The official added that in case the non-payment continues post that cure period only then the same shall constitute an event of default.
“The downgrade reflects delays in debt servicing by DHFL on some of its non-convertible debentures (NCDs) — not rated by CRISIL — because of inadequate liquidity. The payments were due on 4 June," said Crisil. On Wednesday, rating agency Icra also cut its rating on the company's paper to D from A4, implying that the company was in default or expected to be in default soon, Reuters reported. This was Icra's fourth rating cut on the company's paper this year.
According to a statement from the rating agency, DHFL has ₹850 crore of outstanding commercial paper (CPs) of which ₹750 crore is due in June 2019. The first CP maturity is on 7 June and with liquidity inadequate as on date to service debt and visibility very low on timely fund raising, Crisil said it expects the CP to be in default on maturity.

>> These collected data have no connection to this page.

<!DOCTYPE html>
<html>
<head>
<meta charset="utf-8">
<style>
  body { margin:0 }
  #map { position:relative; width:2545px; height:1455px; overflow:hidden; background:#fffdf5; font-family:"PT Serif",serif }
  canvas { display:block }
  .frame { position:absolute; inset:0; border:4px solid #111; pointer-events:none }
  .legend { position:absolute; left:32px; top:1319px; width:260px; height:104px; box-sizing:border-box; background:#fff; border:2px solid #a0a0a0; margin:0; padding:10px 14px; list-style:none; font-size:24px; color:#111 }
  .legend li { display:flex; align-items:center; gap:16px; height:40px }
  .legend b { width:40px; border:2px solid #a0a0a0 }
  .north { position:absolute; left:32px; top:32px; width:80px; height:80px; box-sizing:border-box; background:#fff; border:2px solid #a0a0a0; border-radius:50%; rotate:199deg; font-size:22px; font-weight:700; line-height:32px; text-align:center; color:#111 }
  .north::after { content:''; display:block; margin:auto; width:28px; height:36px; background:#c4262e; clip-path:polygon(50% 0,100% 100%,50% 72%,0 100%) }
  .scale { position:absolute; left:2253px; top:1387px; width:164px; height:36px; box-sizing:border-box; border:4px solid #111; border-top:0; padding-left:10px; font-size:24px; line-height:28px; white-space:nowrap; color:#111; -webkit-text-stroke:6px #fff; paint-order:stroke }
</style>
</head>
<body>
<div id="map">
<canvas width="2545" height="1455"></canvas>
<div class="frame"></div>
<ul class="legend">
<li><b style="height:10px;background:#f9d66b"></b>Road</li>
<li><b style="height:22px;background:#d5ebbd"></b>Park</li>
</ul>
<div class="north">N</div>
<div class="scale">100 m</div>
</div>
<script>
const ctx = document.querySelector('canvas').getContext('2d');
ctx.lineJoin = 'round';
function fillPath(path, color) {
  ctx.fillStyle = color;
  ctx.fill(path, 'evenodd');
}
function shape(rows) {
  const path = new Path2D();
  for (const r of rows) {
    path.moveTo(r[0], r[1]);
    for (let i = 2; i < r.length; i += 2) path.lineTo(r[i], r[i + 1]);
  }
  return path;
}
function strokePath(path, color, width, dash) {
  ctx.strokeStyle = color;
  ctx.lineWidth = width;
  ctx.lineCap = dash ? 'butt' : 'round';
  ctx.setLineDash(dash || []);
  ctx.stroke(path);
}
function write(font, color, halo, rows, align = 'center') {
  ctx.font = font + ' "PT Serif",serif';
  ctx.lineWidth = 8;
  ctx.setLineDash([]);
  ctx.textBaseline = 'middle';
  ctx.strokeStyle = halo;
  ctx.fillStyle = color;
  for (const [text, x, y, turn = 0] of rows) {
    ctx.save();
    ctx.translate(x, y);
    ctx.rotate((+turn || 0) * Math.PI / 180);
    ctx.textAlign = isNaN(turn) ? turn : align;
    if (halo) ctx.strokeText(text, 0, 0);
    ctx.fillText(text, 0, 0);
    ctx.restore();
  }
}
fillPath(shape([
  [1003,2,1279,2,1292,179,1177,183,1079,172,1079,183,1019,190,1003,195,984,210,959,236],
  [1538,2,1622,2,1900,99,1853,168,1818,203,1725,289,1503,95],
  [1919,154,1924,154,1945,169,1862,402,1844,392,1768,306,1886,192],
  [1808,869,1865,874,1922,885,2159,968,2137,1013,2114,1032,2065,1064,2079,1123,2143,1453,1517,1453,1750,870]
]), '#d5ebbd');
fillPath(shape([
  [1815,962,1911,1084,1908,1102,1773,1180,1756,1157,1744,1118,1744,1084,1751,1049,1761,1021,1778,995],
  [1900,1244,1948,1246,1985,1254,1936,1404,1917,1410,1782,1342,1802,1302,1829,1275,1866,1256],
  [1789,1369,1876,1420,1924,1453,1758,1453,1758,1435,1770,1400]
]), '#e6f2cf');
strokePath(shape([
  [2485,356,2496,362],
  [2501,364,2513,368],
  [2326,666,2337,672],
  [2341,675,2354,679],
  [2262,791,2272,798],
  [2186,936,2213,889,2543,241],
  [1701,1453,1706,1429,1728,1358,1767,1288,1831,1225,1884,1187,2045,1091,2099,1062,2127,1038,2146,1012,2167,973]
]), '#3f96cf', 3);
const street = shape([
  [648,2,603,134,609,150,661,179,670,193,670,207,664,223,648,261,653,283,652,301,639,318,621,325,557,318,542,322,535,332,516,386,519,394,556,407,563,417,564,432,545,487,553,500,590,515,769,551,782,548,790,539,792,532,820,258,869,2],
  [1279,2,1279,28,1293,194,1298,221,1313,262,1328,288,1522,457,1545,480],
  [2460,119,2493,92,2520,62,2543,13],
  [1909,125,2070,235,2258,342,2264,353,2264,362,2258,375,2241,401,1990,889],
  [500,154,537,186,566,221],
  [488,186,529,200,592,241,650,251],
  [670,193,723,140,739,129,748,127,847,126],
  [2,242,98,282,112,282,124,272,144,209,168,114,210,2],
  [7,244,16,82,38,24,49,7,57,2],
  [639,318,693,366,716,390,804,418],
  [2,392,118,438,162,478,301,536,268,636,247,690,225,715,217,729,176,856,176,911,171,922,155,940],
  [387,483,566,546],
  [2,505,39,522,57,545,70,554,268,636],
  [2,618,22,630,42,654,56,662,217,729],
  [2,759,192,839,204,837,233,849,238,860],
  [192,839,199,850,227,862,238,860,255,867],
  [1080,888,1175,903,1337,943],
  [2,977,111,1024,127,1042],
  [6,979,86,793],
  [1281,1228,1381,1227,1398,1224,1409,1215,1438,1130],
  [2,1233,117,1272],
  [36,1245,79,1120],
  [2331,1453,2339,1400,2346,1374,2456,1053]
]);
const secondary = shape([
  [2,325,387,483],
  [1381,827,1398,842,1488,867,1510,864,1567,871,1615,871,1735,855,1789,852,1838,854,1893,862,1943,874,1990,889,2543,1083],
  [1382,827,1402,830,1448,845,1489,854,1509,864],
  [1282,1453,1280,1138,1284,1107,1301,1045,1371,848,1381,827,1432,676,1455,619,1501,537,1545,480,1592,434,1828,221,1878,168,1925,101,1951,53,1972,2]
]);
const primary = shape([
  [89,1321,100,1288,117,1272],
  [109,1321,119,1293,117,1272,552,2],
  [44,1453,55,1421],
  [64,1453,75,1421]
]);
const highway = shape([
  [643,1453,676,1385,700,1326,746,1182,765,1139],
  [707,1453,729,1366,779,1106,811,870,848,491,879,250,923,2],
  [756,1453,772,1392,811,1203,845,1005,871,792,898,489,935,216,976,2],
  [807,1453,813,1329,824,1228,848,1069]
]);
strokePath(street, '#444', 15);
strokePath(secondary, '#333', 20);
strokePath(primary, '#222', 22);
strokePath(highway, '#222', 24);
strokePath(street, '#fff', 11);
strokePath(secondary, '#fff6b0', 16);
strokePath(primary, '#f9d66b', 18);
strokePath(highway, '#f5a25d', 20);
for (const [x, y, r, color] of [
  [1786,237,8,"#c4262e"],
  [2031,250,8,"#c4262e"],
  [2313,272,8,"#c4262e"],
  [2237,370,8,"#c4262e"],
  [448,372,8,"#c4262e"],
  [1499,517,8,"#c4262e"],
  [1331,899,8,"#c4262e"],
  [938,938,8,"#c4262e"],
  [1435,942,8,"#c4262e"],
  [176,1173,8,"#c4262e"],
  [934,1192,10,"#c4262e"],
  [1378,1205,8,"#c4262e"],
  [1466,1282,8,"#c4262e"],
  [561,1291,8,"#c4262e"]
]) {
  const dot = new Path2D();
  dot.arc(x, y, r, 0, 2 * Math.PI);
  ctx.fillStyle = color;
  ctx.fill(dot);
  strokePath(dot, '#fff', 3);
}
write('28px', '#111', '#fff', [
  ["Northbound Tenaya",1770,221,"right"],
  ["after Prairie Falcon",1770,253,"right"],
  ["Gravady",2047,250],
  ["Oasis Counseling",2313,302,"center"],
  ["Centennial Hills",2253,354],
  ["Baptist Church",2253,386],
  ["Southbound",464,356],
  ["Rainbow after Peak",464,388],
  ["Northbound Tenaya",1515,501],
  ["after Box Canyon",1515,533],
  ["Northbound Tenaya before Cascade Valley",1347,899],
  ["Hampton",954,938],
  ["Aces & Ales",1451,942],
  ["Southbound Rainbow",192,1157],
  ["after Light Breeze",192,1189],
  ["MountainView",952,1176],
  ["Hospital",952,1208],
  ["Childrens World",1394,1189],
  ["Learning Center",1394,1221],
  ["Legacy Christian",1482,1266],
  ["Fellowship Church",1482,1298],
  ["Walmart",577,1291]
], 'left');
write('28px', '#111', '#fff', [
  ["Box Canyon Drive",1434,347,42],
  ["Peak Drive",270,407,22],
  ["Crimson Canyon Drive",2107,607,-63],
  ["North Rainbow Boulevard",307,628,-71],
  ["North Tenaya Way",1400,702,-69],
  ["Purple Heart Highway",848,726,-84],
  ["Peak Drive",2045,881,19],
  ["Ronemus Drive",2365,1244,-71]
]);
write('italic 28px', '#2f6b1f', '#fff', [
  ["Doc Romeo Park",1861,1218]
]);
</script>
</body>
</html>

Crisil said on Wednesday that the rating action is based on an analysis of the NBFC’s modest capital position and earnings. It said that the reported net worth and capital adequacy ratio were ₹10,750 crore and 17.74%, respectively, as on 31 December, 2018. Moreover, its return on managed assets, though stable at 1.3% during the first nine months of fiscal 2019, was lower than that of peers, primarily because of intense competition resulting in low spreads, and high operating expenses on account of large branch network and small ticket size of loans, said Crisil.
On 11 May, Crisil had downgraded its rating on DHFL’s commercial paper to A4+ from A3+, citing more-than-expected reduction in the company's liquidity because of further delays in fund raising from sell down of project finance loans and lower inflows from securitisation of non-housing loans.
Mint reported on Wednesday that while it is not clear if the delay was related to debt owed to mutual funds, it has affected all debt issued by the company due to valuation norms that require funds to take write-downs on the occurrence of such an event. The Mint report added that mutual funds have taken write-downs as per the valuations provided by independent valuation agencies.